Embora a visão agostiniana seja excessivamente alegórica para nossa leitura reformada, ela faz chegar até nós a compreensão dos pais da igreja sobre o Sermão do Monte.
Do que vimos até aqui, fica claro que o Sermão do Monte fala de qualidades, características dos discípulos de Cristo. E o texto de Galátas 5:22 e 23 sintetiza a mesma preocupação.
Mas o fruto do Espírito é: amor, gozo, paz, longanimidade, benignidade, bondade, fé, mansidão, temperança. Contra estas coisas não há lei.
Fala do fruto de uma árvore saudável. E descreve apenas um fruto, porque a idéia aqui é a de uma corrente, que só existe através de elos entrelaçados. Se apenas um elo for frágil, toda a corrente será frágil.
Essas nove virtudes, podem ser catalogadas, em:
(1) Hábitos mentais - amor, alegria, paz -, que inspiram o discípulo ao amor a Deus e às pessoas, geram profundo regozijo de coração, que nenhuma obra da carne pode produzir, e criam um sentido de harmonia no que se refere a Deus e à pessoas.
(2) Qualidades sociais - longanimidade, benignidade, bondade -, que nos levam a paciência, diante de injúrias e perseguições, nos dão uma disposição bondosa em relação ao próximo e nos dirigem à beneficência ativa.
(3) Princípios gerais de conduta - fidelidade, mansidão, domínio próprio -, que traduzem posturas de comportamento, ou seja, ser dignos de confiança, não defender com unhas e dentes os próprios interesses e ter sob controle desejos e paixões.

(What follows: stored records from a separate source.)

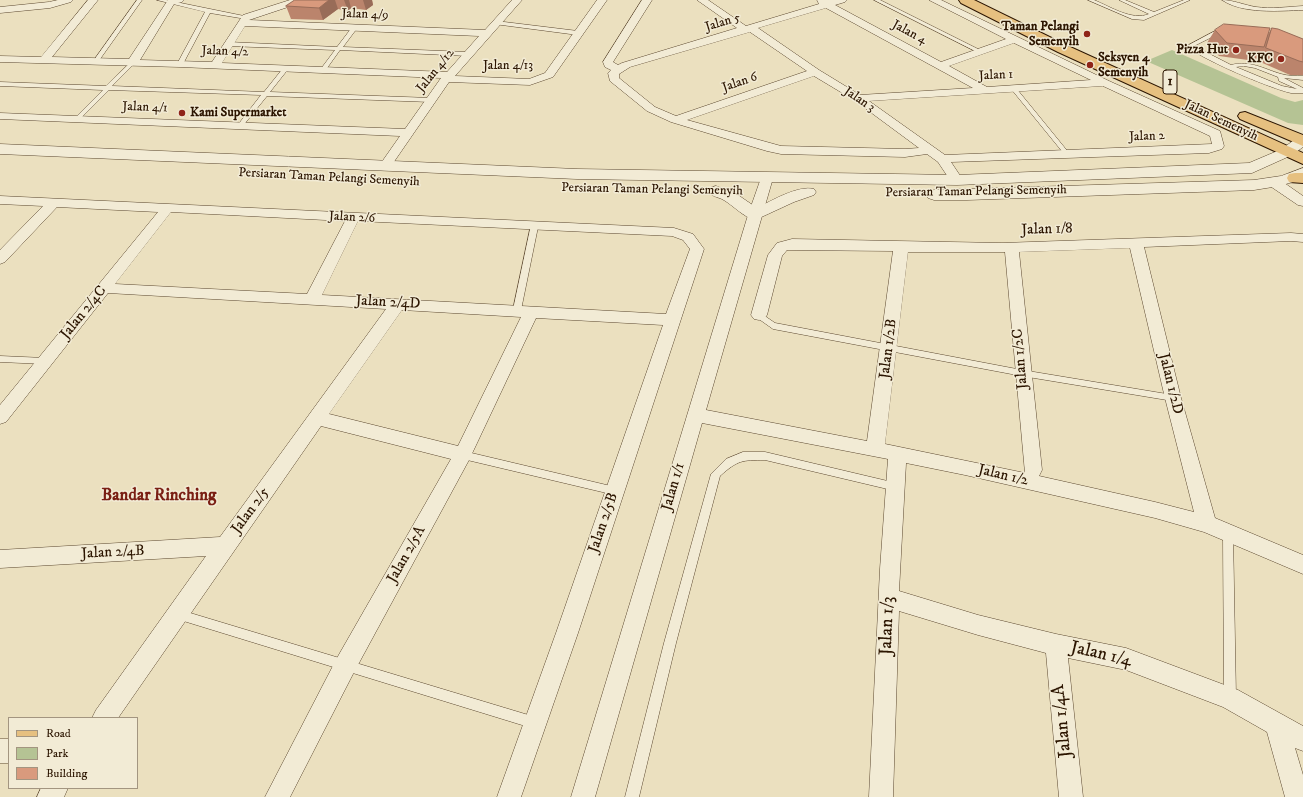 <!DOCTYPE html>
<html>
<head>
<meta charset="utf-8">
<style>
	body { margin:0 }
	#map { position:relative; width:1303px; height:797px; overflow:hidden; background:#ebe0bf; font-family:"IM FELL DW Pica",serif }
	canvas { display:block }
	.legend { position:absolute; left:8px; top:717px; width:130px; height:72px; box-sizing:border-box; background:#f2ebd5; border:1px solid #a39580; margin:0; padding:5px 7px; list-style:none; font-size:12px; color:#2c1500 }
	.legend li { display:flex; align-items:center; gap:8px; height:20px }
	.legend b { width:20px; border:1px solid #a39580 }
</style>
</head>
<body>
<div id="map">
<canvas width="1303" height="797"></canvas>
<ul class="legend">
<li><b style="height:5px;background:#e6c080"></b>Road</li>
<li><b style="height:11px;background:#b5c394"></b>Park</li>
<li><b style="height:11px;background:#d99a7d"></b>Building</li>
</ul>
</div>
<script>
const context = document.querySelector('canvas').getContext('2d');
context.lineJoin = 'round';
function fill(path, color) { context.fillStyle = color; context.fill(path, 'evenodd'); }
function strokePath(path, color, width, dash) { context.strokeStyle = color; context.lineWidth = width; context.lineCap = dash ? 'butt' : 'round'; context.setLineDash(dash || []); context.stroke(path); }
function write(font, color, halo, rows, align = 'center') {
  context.font = font + ' "IM FELL DW Pica",serif'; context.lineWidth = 3; context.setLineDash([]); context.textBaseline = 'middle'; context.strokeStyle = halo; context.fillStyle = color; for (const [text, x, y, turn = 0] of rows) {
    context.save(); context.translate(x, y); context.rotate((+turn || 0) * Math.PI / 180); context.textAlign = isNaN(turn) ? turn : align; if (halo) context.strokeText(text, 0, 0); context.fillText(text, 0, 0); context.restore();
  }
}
fill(new Path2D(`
	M 1172,50 L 1281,98 L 1295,102 L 1303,100 L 1303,125 L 1288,123 L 1146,61 Z`), '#b5c394');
const service = new Path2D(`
	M 137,0 L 142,0 L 98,62 L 94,62 L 94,60 Z
	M 157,0 L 166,0 L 249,17 L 246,19 L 210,13 L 183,64 L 180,66 L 177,64 L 205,12 Z
	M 874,0 L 880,0 L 982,51 L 977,52 Z
	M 1088,0 L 1094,0 C 1111,7 1132,21 1149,14 L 1119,0 L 1125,0 L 1154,12 L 1184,0 L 1190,0 L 1144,20 L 1132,19 Z
	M 1222,0 C 1233,0 1244,5 1256,7 C 1271,9 1287,7 1303,6 L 1303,10 C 1279,11 1242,14 1222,0 Z
	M 496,21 L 578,31 L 581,33 L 578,35 L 494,24 L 493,23 Z
	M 355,25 L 358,27 L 343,47 L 468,52 L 471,54 L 468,56 L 340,50 L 325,71 L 323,72 L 320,70 L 335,50 L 228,46 L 225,44 L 228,42 L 337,47 L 353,26 Z
	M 1215,31 L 1227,34 L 1224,36 L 1216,35 L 1194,46 L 1231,65 C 1250,60 1264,69 1281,74 C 1288,76 1296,76 1303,76 L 1303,80 L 1284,78 L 1303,88 L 1303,93 C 1299,93 1295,93 1291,93 C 1272,89 1200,59 1187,46 ZM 1244,66 L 1255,68 L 1278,77 L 1279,81 L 1297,89 L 1282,86 L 1236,67 Z
	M 133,60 L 135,61 L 135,63 L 112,86 L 264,92 L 284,67 L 286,66 L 289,68 L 270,92 L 431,98 L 434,100 L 431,102 L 267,96 L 242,127 L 240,128 L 237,126 L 261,95 L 109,90 L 79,120 L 75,120 L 75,118 L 103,90 L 0,86 L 0,82 L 106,86 Z
	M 1012,88 L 1016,88 L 1069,153 L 1069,155 L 1065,155 L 1012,90 Z
	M 531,225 L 534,225 L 538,227 L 521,310 L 517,313 L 513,310 Z
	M 759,312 L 775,323 L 1022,370 L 1173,395 L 1176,396 L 1177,398 L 1176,400 L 1173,401 L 1022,376 L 773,329 L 756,317 L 755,315 L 756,313 Z
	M 0,356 L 45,358 L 49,361 L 45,364 L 0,362 Z
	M 463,451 L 615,487 L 619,488 L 620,491 L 619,494 L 615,495 L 463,459 L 460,458 L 458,455 L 460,452 Z
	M 743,452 L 765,452 L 896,483 L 900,484 L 901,487 L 900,490 L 896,491 L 765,460 C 742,460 738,460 720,476 L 676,643 L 639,797 L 625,797 L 664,643 L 711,474 L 726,459 Z
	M 1228,528 L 1232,530 L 1233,533 L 1236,698 L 1234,702 L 1230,704 L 1226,702 L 1224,698 L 1223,533 L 1224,530 Z
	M 177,609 L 535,717 L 539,719 L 541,723 L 539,727 L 535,729 L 177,619 L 173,618 L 171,614 L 173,610 Z`);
const minor = new Path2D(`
	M 58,0 L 73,0 L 71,2 L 50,8 L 0,13 L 0,7 L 49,2 Z
	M 88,0 L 98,0 L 52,57 L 129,59 L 168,0 L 184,0 L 182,2 L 174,4 L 140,60 L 212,62 L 243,15 L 290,0 L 305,0 L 303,2 L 249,20 L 485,30 L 512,0 L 522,0 L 455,76 L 529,79 L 545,73 L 597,0 L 607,0 L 553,77 L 530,85 L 449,82 L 389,169 L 381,169 L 379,166 L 400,136 L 0,119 L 0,113 L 405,129 L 441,78 L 180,67 L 0,62 L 0,56 L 41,57 ZM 245,26 L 479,36 L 447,72 L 222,63 Z
	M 642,0 L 652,0 L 613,62 L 618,65 L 622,63 L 737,28 L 697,0 L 708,0 L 746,26 L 819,4 L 817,0 L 847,0 L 845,2 L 835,5 L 941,62 L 1006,39 L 929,0 L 941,0 L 1109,81 L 1220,131 L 1224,146 L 1222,149 L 1209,153 L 951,162 L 963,180 L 962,183 L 952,183 L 938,162 L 927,154 L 905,157 L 781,154 L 767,151 L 671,122 L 647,111 L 610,81 L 608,73 L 611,70 L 605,67 L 603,62 ZM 826,8 L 973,88 L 860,95 L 819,70 L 758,28 ZM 750,32 L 807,71 L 676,116 L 655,107 L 619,78 L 619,74 L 630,67 ZM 1014,43 L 1091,80 L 987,87 L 949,66 ZM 814,76 L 854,100 L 919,148 L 905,149 L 781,146 L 687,120 ZM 1103,86 L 1210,136 L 1212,144 L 945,155 L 869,101 Z
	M 767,174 L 772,175 L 773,178 L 706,410 L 867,441 L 893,251 L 787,250 L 782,256 L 767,315 L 764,319 L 759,320 L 754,319 L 751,315 L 768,255 L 777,243 L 792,239 L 1002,243 L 1291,233 L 1303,234 L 1303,242 L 1291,241 L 1144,247 L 1181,398 L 1215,518 L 1303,555 L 1303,574 L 1204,532 L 1155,518 L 965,475 L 906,463 L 899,591 L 978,615 L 1056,634 L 1126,648 L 1238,690 L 1303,726 L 1303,751 L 1295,748 L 1303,775 L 1303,797 L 1285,797 L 1267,732 L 1223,707 L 1126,670 L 1068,658 L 1083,797 L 1059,797 L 1046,653 L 978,635 L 899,611 L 893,797 L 869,797 L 880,569 L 888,459 L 702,423 L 595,797 L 571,797 L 748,215 L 761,178 L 762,175 ZM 1130,248 L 1165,398 L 1194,512 L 1155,502 L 1039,476 L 1042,470 L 1019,252 ZM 908,252 L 1005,252 L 1025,473 L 885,444 Z
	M 1275,179 L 1280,180 L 1303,196 L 1303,206 L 1298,205 L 1270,186 L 1269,183 L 1270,180 Z
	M 0,196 L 674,228 L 693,234 L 704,249 L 578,633 L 521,797 L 497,797 L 556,633 L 663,325 L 536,318 L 469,460 L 353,674 L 290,797 L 265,797 L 337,658 L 451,459 L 321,426 L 118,718 L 92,718 L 96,710 L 206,556 L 0,568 L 0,550 L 220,537 L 386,309 L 108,293 L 6,422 L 0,424 L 0,405 L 158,212 L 57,207 L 5,262 L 0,264 L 0,250 L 43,206 L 0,204 ZM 171,212 L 345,221 L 307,294 L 115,284 ZM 358,221 L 672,236 L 683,240 L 690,249 L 666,314 L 322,295 ZM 402,310 L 521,317 L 458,446 L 329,414 Z
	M 0,739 L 9,739 L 9,763 L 0,763 Z
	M 41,788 L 68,788 L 64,797 L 37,797 Z`);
const tertiary = new Path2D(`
	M 1303,136 L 1303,147 L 1292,155 L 1252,173 L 957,185 L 577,179 L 0,154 L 0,144 L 577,169 L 957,175 L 1249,163 L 1282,149 L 1298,137 Z
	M 1303,168 L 1303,179 L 1279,186 L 1254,190 L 967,200 L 934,200 L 928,198 L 926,195 L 928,192 L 934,190 L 1254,180 L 1281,176 Z
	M 716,186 L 738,195 L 757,208 C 771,201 798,185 814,189 L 816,192 L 814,195 L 794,202 L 755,220 C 743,217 733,205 722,199 C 717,197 711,196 708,191 L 710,188 Z`);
const primary = new Path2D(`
	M 959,0 L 974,0 L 1068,46 L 1303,153 L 1303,164 L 1058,52 L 961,3 Z
	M 1245,112 L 1303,135 L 1303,146 L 1240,119 L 1238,116 L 1240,113 Z
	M 1295,173 L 1303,173 L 1303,183 L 1289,182 L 1287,178 L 1289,174 Z`);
strokePath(service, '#5c4830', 1);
strokePath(minor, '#5c4830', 1);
strokePath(tertiary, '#5c4830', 1);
strokePath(primary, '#2c1500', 2);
fill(service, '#f2ebd5');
fill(minor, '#f2ebd5');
fill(tertiary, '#f2ebd5');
fill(primary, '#e6c080');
fill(new Path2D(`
	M 295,0 L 372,0 L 373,5 L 366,10 L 351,8 L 348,11 L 338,9 L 323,20 L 291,19 L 286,6 Z
	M 1272,28 L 1303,39 L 1303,75 L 1290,75 L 1258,61 L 1260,53 L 1255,61 L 1219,56 L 1207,43 L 1215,30 L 1268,34 Z`), '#bb846c');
fill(new Path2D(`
	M 329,0 L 335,0 L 338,9 L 323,20 L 319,8 Z
	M 344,0 L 349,0 L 351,8 L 348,11 Z
	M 363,0 L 372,0 L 373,5 L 366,10 Z`), '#986c58');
const building = new Path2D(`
	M 295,0 L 329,0 L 319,8 L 286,6 Z
	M 1224,24 L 1270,28 L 1264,47 L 1227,43 L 1215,30 Z
	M 1272,28 L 1278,29 L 1303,39 L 1303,62 L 1299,61 L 1266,48 Z`);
fill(building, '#d99a7d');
strokePath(building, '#986c58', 1);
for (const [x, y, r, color] of [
	[1087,34,4,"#8f2418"],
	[1236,50,4,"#8f2418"],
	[1281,59,4,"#8f2418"],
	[1090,65,4,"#8f2418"],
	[182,113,4,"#8f2418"]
]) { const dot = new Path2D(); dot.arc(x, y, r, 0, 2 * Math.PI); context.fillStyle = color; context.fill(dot); strokePath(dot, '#f2ebd5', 1.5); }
write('13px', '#2c1500', '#f2ebd5', [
	["Jalan 4/9",365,15,2],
	["Jalan 5",723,23,-17],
	["Jalan 4",909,33,28],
	["Jalan 4/2",225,52,2],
	["Jalan 4/13",508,66],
	["Jalan 4/12",436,71,-51],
	["Jalan 1",996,76,-3],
	["Jalan 6",740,83,-19],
	["Jalan 3",859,100,34],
	["Jalan 4/1",145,108,2],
	["Jalan Semenyih",1221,121,25],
	["Jalan 2",1147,137,-2],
	["Persiaran Taman Pelangi Semenyih",329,178,3],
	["Persiaran Taman Pelangi Semenyih",652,190,1],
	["Persiaran Taman Pelangi Semenyih",976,192,-1],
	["Jalan 2/6",352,218,3]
]);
write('bold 13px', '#2c1500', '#f2ebd5', [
	["Taman Pelangi",1079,27],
	["Semenyih",1079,42],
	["Pizza Hut",1228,50],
	["Seksyen 4",1098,58,"left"],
	["Semenyih",1098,73,"left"],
	["KFC",1273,59],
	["Kami Supermarket",190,113,"left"]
], 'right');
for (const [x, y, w] of [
	[1170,82,14]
]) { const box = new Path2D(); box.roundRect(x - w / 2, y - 12, w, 24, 3); context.fillStyle = '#f2ebd5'; context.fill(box); strokePath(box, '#2c1500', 1); }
write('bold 14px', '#2c1500', null, [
	["1",1170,82]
]);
write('15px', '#2c1500', '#f2ebd5', [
	["Jalan 1/8",1047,230,-2],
	["Jalan 2/4D",388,303,3],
	["Jalan 2/4C",84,313,-51],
	["Jalan 1/2B",889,349,-83],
	["Jalan 1/2C",1021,359,-95],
	["Jalan 1/2D",1170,384,76],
	["Jalan 1/2",1003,476,13],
	["Jalan 1/1",674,487,-74],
	["Jalan 2/5",251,511,-54],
	["Jalan 2/5B",604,523,-71],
	["Jalan 2/4B",113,553,-3],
	["Jalan 2/5A",407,555,-61]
]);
write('bold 17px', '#7a1f14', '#f2ebd5', [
	["Bandar Rinching",159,496]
]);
write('18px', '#2c1500', '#f2ebd5', [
	["Jalan 1/3",888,626,-88],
	["Jalan 1/4",1101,655,13],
	["Jalan 1/4A",1063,721,-96]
]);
</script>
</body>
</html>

Voltando ao Sermão do Monte, encontramos em Mateus 5.20, que se a nossa justiça não for além a dos escribas e fariseus, não entraremos no Reino dos céus.
Esta declaração, que é uma ordem para todos os discípulos, une numa corrente de ouro, os dois textos estudados. E por que Jesus apresenta os escribas e fariseus como maus exemplos?
Os escribas e fariseus viviam uma religiosidade formal, de aparência, sem transformação real de vida, sem conversão. Nesse sentido, o cristão deve exceder esse padrão, ir além, mudar em essência, ter um coração de carne.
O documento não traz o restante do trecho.